* **Work instructions**:
When the string "body" occurs in a line of the records, show that line.

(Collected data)
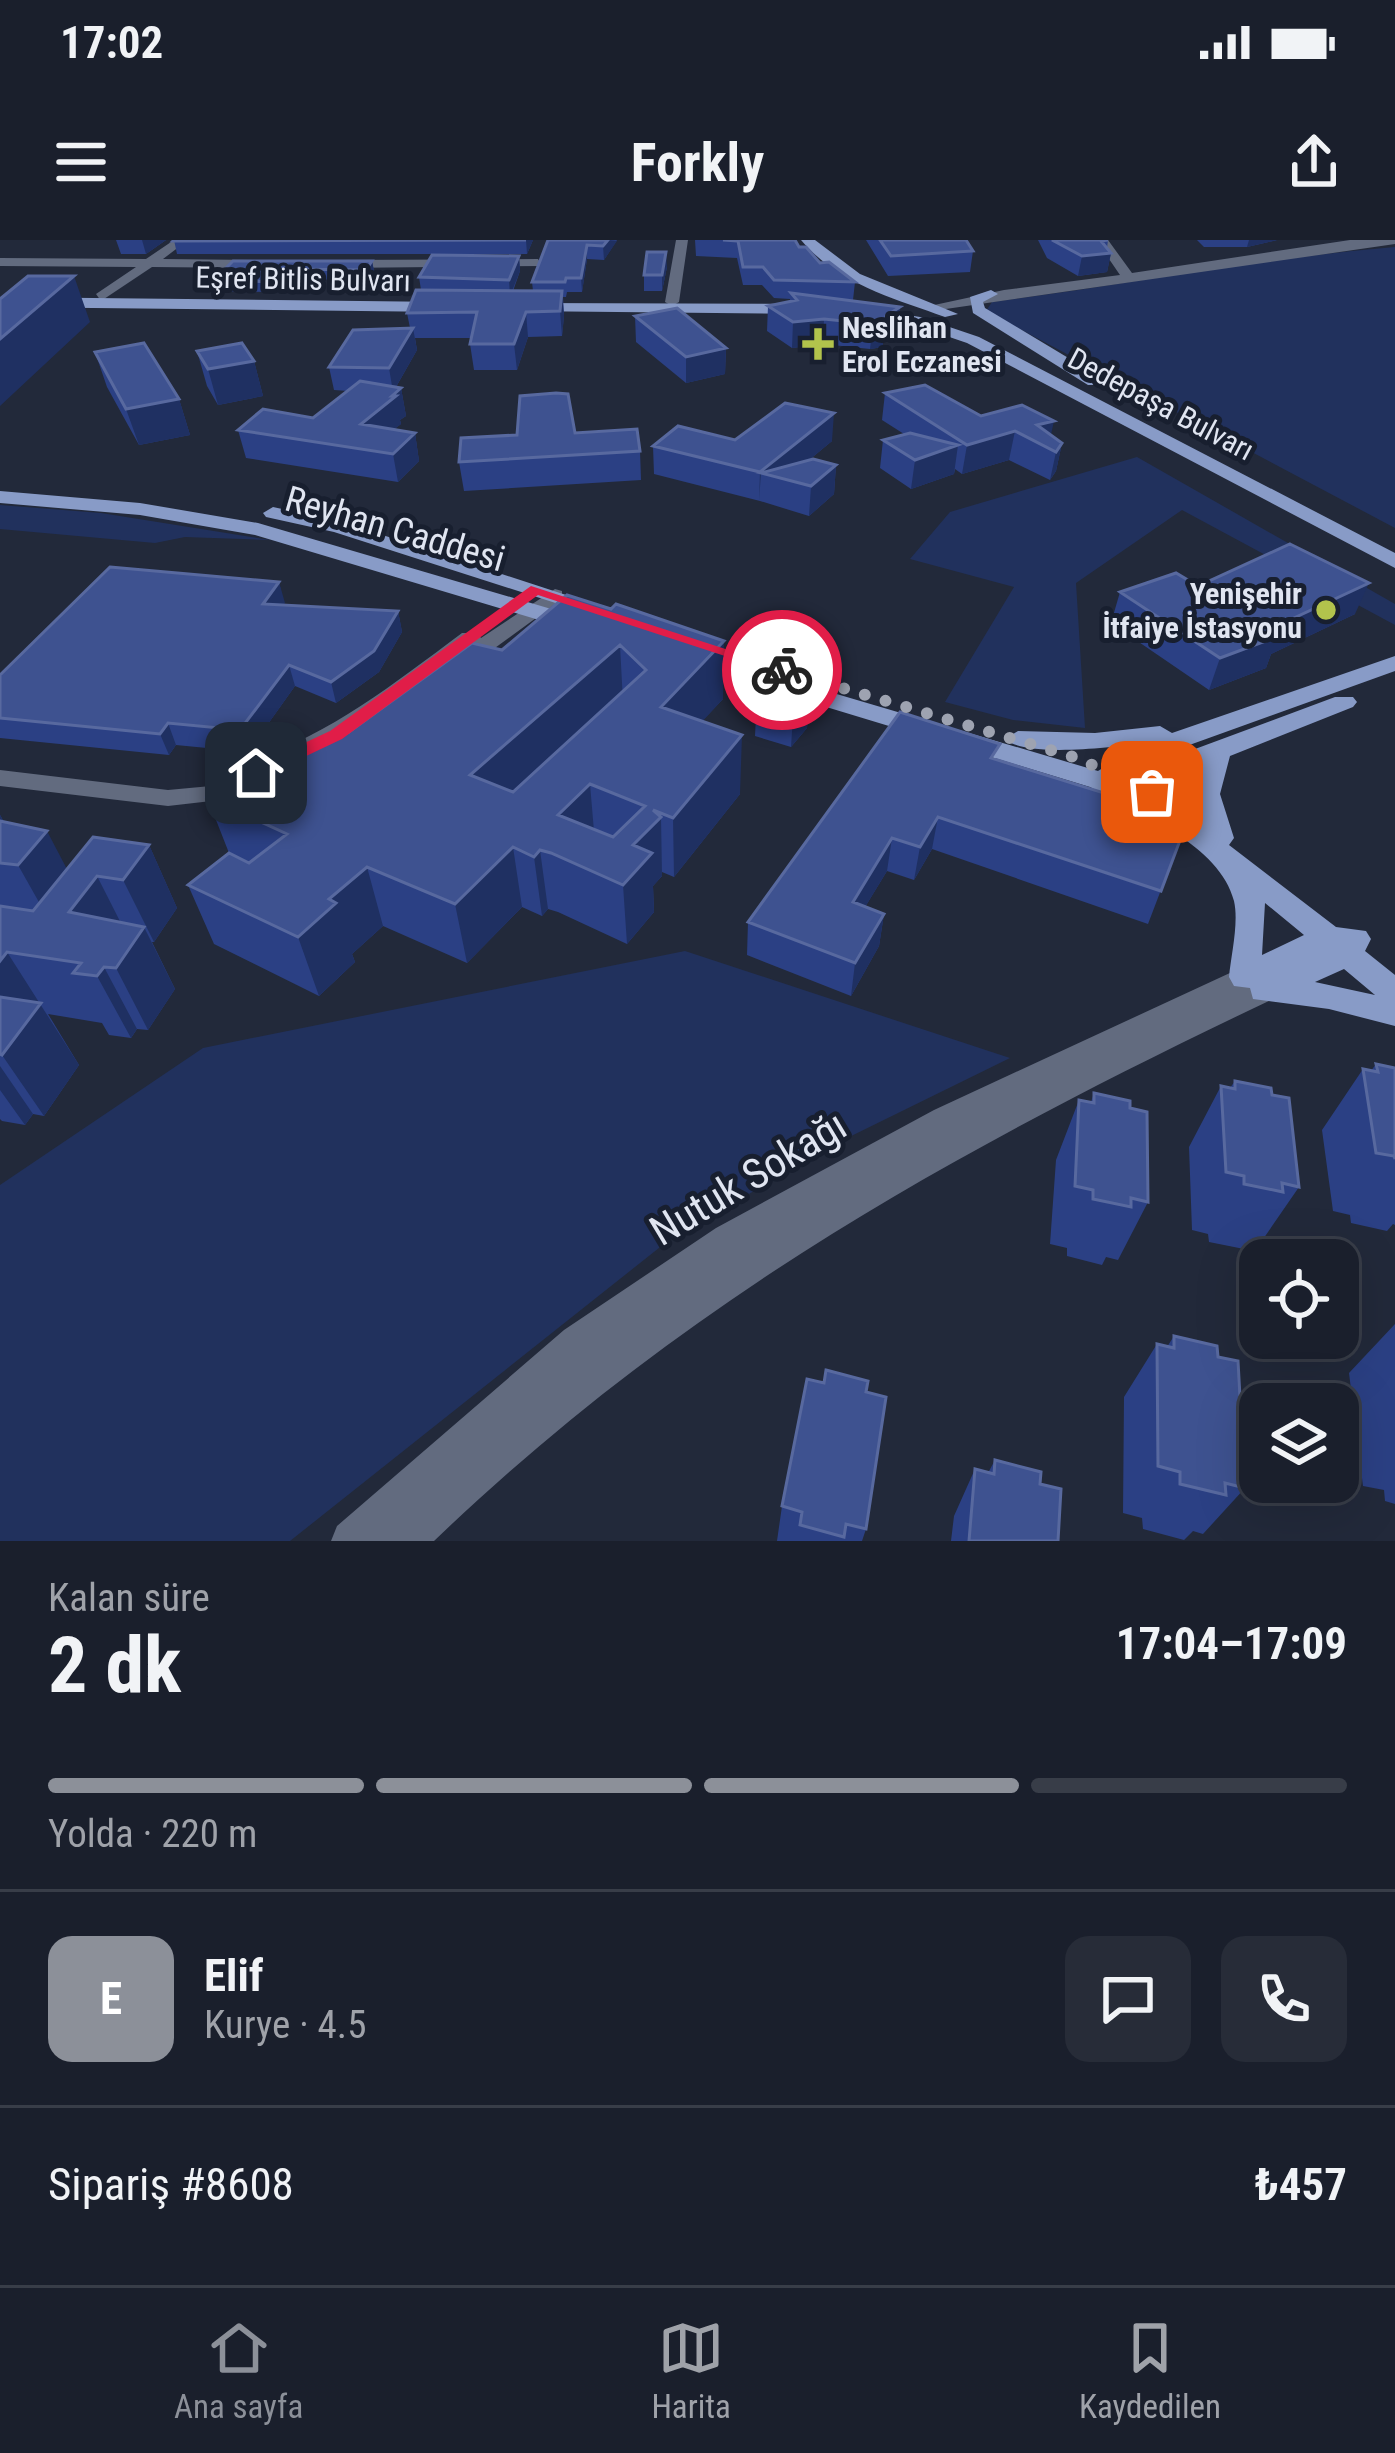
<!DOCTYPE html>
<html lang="tr">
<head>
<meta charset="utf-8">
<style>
	:root { --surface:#1a1f2c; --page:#272c38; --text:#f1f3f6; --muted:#9fa2a9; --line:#383d48; --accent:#8c9099 }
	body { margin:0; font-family:"Roboto Condensed",sans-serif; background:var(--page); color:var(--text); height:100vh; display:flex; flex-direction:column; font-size:45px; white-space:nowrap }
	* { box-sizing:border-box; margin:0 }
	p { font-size:39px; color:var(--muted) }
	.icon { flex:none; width:66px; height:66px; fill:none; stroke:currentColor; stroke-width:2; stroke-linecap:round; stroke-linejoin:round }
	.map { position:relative; height:1301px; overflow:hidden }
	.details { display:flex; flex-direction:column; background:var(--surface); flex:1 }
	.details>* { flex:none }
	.buttons { position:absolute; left:1239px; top:999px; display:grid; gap:24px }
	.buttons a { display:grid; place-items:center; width:120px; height:120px; border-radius:24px; background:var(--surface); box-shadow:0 12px 48px #0002,0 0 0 3px var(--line); font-size:60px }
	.pin { position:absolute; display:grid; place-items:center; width:102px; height:102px; color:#fff; margin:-51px; border-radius:24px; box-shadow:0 6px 18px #0006 }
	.courier { position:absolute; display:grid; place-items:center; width:120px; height:120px; margin:-60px; border:9px solid #e11d48; border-radius:50%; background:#fff; color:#222; box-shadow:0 3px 15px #0007 }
	.overview em { font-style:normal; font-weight:700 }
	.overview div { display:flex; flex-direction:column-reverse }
	.overview { display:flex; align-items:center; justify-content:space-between; height:204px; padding:0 48px }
	h1 { font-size:78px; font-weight:700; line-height:90px }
	.bar { display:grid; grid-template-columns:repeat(4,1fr); gap:18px 12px; align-content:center; height:144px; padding:0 48px }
	.bar i { height:15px; border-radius:9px; background:var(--line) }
	.bar .selected { background:var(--accent) }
	.bar p { grid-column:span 4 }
	.line { display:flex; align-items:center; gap:30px; padding:0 48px; border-top:3px solid var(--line) }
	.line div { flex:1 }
	.round { display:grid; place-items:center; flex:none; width:126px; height:126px; border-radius:24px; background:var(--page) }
	.status { display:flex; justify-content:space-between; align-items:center; height:84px; padding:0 60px; background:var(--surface); direction:ltr }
	.status svg { height:33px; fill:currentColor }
	header { display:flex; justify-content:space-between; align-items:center; height:156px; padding:0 48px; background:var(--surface); font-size:54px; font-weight:700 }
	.tabs { display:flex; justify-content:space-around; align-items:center; height:168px; border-top:3px solid var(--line); background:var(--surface); font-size:33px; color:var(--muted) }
	.tabs a { display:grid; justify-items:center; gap:6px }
	.tabs .selected { color:var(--accent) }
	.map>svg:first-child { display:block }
	.green { fill:#21315d }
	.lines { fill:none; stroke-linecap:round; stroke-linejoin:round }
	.street { fill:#626b7f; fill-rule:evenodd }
	.primary { fill:#889bc7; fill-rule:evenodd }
	.wall { fill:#2b4084 }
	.shaded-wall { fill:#1f3062 }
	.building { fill:#3e5290; stroke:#58699f; stroke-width:3; fill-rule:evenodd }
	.route { fill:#e11d48 }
	.done { stroke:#9ea3b1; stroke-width:12; stroke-dasharray:0 21.6 }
	.poi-dot { fill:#b2c34c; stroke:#181f2f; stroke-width:4.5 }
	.labels { text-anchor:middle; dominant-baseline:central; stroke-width:10; stroke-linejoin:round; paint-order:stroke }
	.far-street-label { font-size:30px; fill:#e0e5f1; stroke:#181f2f }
	.far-poi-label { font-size:30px; font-weight:bold; fill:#e0e5f1; stroke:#181f2f; text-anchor:start }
	.street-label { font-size:36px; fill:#e0e5f1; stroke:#181f2f }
	.near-street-label { font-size:42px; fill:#e0e5f1; stroke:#181f2f }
</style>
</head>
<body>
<div class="status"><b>17:02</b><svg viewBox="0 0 49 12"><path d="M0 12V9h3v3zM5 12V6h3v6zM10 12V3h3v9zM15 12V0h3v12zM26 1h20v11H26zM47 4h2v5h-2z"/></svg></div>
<header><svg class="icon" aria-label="menu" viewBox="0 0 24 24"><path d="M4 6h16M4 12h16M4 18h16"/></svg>Forkly<svg class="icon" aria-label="share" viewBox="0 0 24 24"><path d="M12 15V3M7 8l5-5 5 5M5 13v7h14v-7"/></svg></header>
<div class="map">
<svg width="1395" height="1301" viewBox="0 0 1395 1301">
	<rect width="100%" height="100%" fill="#22293a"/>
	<path class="green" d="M1395,7V288L986,71L992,62C1126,45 1260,18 1395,7Z
		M1137,217L1395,364V385L1182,270L1076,343L1085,488L1013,480L945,462L1014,347L910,319L950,272Z
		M0,265L101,273L270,300L185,297L155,303L0,289Z
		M685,711L1010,818L839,902L669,1000L290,1301H0V945L203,808Z"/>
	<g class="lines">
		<path class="street" d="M174,0H188L163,19L264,20L270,24L264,28L152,27L101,61L96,54L136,27L0,26V18L146,19Z
			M676,0H688L679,62L672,66L665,62Z
			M1096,0H1108L1132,33L1350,0H1395V4L932,71L925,67L1004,50L1120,35Z
			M538,19L542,26L338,28L332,24L338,20Z
			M555,349L562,351V359L466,429L458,431L448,425C384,473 321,524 242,542L255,544L258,550L255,556L168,566L0,546V530L168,550L211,546L207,540L210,534C312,508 379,455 462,393H478L481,398Z
			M1245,726L1255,729L1257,741L1275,742L1280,750L1275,758C960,908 688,1057 434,1301H331L337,1286L564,1090L716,988L934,870Z"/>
		<path class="primary" d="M801,0H815L860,34L958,74L945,77C893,58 838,44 801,0Z
			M991,50L998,54L983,62L985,68L1100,137V145H1088L973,73L970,57Z
			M0,57L446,62L454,67L446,72L0,67Z
			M524,63L806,64L814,69L806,74L519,71V65Z
			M860,67L920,77L979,97L1395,313V328L967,103L917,86L855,75V69Z
			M0,251L140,263L258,283L592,381L596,386L584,393L576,391L255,295L140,275L0,263Z
			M273,267L346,283L612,370L609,375H593L334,292L266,277L263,273Z
			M687,410L1098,531L1141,504C1112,507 1025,518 1005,499L1018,491L1095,493L1160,486L1172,493L1395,416V431L1145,521L1125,535L1335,457H1353L1357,462L1353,467L1230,516L1220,554L1234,598L1229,605L1336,687L1366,691L1371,699L1365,711L1395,735V786L1329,769L1253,759L1250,748L1234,746L1229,737C1231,715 1239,683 1234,661C1220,605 1139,573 1090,547L678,422L675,417ZM1197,529L1192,554L1200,586L1141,551ZM1265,663L1304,695L1262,715ZM1344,729L1375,755L1315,742Z"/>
	</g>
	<path class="wall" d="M116,0H166L146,14H121Z
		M174,0H533L527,14H177Z
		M548,0H617L604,20L587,19L582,52H567L566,57H563L564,76L562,96L528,97L517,130H474L470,104L472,98H415L417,110L396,147L401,148L406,176L400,180L401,184L394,189L415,193L419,221L398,242L246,218L238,190L313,178L348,151L334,150L329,127L410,88L407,73L421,50L419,37L519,16L520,31L513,51H533L532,42Z
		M695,0H795L799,7L820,23L855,42L853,60L844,59L900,67L897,92L883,101V107L870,109L823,104L792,108L767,91L768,66L790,62V59L774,58L762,45H743L737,18L696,16Z
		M866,0H966L973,11L970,32L888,36Z
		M1038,0H1108L1107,8L1111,13L1107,32L1078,36L1047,18Z
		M1197,0H1277L1247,7H1204Z
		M233,21H372L374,31L368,40L288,39L275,52L216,51L214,40Z
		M667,27L662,51H644V35Z
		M635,76L726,108L725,134L686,143L636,102Z
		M197,111L254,121L263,156L218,165L207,146Z
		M95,112L179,159L190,195L139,205L107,147Z
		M885,153L1051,195L1062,203L1056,231L1050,240L1009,220L962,234L955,229L954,234L911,249L880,228L883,200L904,194L882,180Z
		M575,193L640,211L641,240L464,251L459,222Z
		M735,200L832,201L809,220L836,225L834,254L809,276L760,261L654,234L653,206Z
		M279,342L284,365L398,371L402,392L379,432L336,463L295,446L248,512L176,505L169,515L0,498V435Z
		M1198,346L1355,374L1271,414L1266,428L1209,450L1111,383L1120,352Z
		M567,355L723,459L702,481L740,554L674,637L662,632V636L653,646L654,672L627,704L558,672L548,669L542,676L522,667L467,723L383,686L352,714L355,722L319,756L214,704L188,645L229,613L207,557L270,538L349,492L502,410Z
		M812,427L807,488L791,507L755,496L758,435Z
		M996,519L1188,579L1148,684L932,609L914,640L887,631L865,667L884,674L879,706L851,756L747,715L748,682Z
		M0,575L4,582L67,629L149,605L177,668L154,702H152L175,749L148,790L137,789L131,798L109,795L102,783L48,774L79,825L44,876L33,874L25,885L2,881L0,879Z
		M1376,824L1395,828V985L1393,984L1387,991L1351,983L1350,975L1333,971L1322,890L1363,829L1371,831Z
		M1235,841L1272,855L1299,947L1259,1005L1249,1002L1244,1009L1209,1002L1208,994L1192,990L1189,907L1221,846L1230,848Z
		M1094,853L1130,868L1148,962L1118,1020L1106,1017L1102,1025L1067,1016V1008L1050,1004L1056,920L1079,860L1091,862Z
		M1395,1084V1264L1385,1261L1384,1250L1363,1246L1349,1133Z
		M1174,1096L1218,1117L1245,1248L1203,1294L1193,1291L1184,1300L1143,1289L1142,1278L1123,1273L1124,1157L1157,1104L1167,1107Z
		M866,1152V1289L862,1301H777L782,1266Z
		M995,1220L1040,1244L1058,1301H951L954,1276L975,1229L988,1233Z"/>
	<path class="shaded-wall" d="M142,0H166L146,14Z
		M526,0H533L527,14Z
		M608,0L617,1L604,20L603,6Z
		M1249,0H1277L1247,7Z
		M587,5V19L582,52L581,38Z
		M666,12L667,27L662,51V35Z
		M1111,13L1107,32L1078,36L1082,16Z
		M519,16L520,31L510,56L509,40Z
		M372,21L374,31L368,40L366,30Z
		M286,29L288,39L275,52L273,42Z
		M74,36L90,82L0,166V99Z
		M562,51L564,76L562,96L560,71Z
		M900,67L897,92L883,101V107L870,109L873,84Z
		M526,72L528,97L517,130L514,104Z
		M824,79L823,104L792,108L793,82Z
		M413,88L417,110L393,152L389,128Z
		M726,108L725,134L686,143V117Z
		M254,121L263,156L218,165L208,129Z
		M401,148L406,176L400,180L401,184L369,210L361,184Z
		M179,159L190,195L139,205L126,169Z
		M834,173L832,201L786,239L761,233L759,261L760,232Z
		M1054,181L1048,208L1037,185Z
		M1015,191L1009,220L962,234L967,205Z
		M415,193L419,221L398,242L393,214Z
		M1062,203L1056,231L1050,240L1056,212Z
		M958,205L954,234L911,249L915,220Z
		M836,225L834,254L809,276L811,246Z
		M279,342L285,363L269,384L263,364Z
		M1369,343L1355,374L1271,414L1266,428L1209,450L1220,418L1268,390Z
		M398,371L402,392L379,432L336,463L331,442Z
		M724,401L723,459L662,525L661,467Z
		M620,405L623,462L481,594L470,535Z
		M289,425L295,446L248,512L240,490Z
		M812,427L807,488L791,507L795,446Z
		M168,483L176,505L169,515L160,494Z
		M742,495L740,554L674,637L673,578Z
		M590,544L595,603L558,575Z
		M0,575L23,618L47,591L80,654L53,687L18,625L0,623Z
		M661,577L662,636L653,646L654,672L627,704L623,645L633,605Z
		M938,577L932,609L914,640L920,607Z
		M892,598L887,631L848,695L853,662Z
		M149,605L177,668L154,702L123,640Z
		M513,607L522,667L467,723L455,664Z
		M540,610L548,669L542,676L534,617Z
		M367,627L383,686L352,714L355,722L319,756L298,697L329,659Z
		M97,636L129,699L104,727L137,789L131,798L97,736L69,672Z
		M884,674L879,706L851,756L855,723Z
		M144,687L175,749L148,790L116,728Z
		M7,712L79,825L44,876L2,815L0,791V721Z
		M0,826L33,874L25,885L0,850Z"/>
	<path class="building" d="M174,0H526L173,1Z
		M548,0H608L603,6L587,5L581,38H566L565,42H532Z
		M723,0H795L799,7H806L820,23L829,22L855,42L774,40L763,27H743L738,1Z
		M880,0H966L973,11L891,16Z
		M1052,0H1108L1101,1L1111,13L1082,16Z
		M647,12H666L662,35H644Z
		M432,15L519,16L509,40L419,37Z
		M233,21H372L366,30L286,29L273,42L214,40Z
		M28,36H74L0,99V59Z
		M416,50L562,51L560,71L526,72L514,104H470L477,72L407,73Z
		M791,53L900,67L886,76L885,82L873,84L824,79L793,82L768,66L797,60Z
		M677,68L726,108L686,117L635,76Z
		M413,88L389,128L329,127L353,90Z
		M144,103L179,159L126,169L95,112Z
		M242,103L254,121L208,129L197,111Z
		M360,141L401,148L392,156H396L361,184L415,193L393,214L238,190L263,169L313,178Z
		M925,145L981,176L1022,165L1054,181L1037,185L1062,203L1056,212L1015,191L967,205L885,153Z
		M556,153L568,154L575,193L637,189L640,211L459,222L461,198L517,195L520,156Z
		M785,163L834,173L760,232L653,206L678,186L735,200Z
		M910,193L958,205L915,220L883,200Z
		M813,219L836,225L811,246L761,233Z
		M1290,304L1369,343L1268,390L1279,396L1220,418L1120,352L1176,333L1198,346Z
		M110,327L279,342L263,364L398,371L374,411L331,442L289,425L240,490L168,483L160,494L0,478V435Z
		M567,355L611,369L616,364L724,401L661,467L742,495L673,578L653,570L661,577L633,605L652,613L623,645L551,613L540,610L534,617L513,607L455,664L367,627L329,659L336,663L298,697L188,645L229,613L249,623L287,594L207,557L244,530L270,538L338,487L349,492L472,403L502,410ZM620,405L646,430L513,552L470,535ZM590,544L645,566L613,597L558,575Z
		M775,416L812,427L795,446L758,435Z
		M900,472L1000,504L991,518L1188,579L1161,651L938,577L920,607L892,598L853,662L884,674L855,723L748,682Z
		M0,581L47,591L18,625L0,623Z
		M93,597L149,605L123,640L97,636L69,672L144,687L116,728L104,727L97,736L73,733L81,723L7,712L0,721V666L33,671Z
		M0,757L41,763L2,815L0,814Z
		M1376,824L1395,828V919L1394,916L1376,913L1363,829L1378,832Z
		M1235,841L1271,848L1272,855L1289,858L1299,947L1282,943L1283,952L1244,944V936L1226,932L1221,846L1235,849Z
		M1094,853L1130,861V868L1147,872L1148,962L1131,958V967L1093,959V950L1075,946L1079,860L1094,863Z
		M1174,1096L1217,1106L1218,1117L1238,1121L1245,1248L1225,1243L1226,1255L1180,1244V1232L1158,1226L1157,1104L1174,1108Z
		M826,1130L868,1141L866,1152L886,1157L866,1289L846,1284L844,1297L800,1285L802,1272L782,1266L807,1139L824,1143Z
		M995,1220L1041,1232L1040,1244L1061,1249L1058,1301H969L975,1229L994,1234Z"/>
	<path class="route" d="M531,346L790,430L777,433L538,355L342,499L262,537H249V529L330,491Z"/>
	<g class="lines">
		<path class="done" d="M782,430L1077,518L1152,552"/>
	</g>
	<g class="poi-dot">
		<path d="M812 86h12v12h12v12h-12v12h-12v-12h-12v-12h12z"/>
		<circle cx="1326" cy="370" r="12"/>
	</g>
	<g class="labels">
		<g class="far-street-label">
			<text transform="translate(303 39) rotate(1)">Eşref Bitlis Bulvarı</text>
			<text transform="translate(1161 164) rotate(28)">Dedepaşa Bulvarı</text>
		</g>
		<g class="far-poi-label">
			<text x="842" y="87">Neslihan<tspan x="842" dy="34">Erol Eczanesi</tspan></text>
			<text x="1302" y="353" text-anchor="end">Yenişehir<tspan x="1302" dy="34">İtfaiye İstasyonu</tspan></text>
		</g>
		<g class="street-label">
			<text transform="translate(395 289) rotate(16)">Reyhan Caddesi</text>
		</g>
		<g class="near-street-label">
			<text transform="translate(748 938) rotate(-31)">Nutuk Sokağı</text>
		</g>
	</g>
</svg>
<div class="buttons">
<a><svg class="icon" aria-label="locate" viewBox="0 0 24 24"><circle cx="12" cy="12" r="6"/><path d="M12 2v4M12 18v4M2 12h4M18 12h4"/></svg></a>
<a><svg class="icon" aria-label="layers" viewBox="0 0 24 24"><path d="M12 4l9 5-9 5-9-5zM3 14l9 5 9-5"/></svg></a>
</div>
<div class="pin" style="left:1152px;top:552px;background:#ea580c"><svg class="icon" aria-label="bag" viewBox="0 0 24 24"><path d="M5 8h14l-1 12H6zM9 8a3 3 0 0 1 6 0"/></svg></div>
<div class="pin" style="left:256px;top:533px;background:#1f2937"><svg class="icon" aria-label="home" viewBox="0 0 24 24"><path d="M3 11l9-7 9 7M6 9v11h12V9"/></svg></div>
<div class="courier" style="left:782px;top:430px"><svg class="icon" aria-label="bike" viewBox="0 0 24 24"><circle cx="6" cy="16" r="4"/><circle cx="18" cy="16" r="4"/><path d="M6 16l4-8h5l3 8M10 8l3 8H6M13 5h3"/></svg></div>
</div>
<section class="details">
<div class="overview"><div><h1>2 dk</h1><p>Kalan süre</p></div><em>17:04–17:09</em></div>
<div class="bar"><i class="selected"></i><i class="selected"></i><i class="selected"></i><i></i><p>Yolda · 220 m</p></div>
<div class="line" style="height:216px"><b class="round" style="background:var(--accent);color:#fff">E</b><div><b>Elif</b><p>Kurye · 4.5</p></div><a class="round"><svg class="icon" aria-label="chat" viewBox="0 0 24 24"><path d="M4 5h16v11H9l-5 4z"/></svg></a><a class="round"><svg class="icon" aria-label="phone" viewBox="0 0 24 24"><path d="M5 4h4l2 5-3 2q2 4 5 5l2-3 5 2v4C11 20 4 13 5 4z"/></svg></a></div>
<div class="line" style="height:156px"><div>Sipariş #8608</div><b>₺457</b></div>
</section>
<nav class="tabs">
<a class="selected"><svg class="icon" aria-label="home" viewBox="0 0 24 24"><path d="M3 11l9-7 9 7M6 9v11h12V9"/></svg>Ana sayfa</a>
<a><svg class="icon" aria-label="map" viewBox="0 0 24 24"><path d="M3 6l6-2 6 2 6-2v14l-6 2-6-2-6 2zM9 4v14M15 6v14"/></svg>Harita</a>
<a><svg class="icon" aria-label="saved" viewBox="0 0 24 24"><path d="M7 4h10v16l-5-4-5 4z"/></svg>Kaydedilen</a>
</nav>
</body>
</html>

* **Result of the exercise**:
	body { margin:0; font-family:"Roboto Condensed",sans-serif; background:var(--page); color:var(--text); height:100vh; display:flex; flex-direction:column; font-size:45px; white-space:nowrap }
<body>
</body>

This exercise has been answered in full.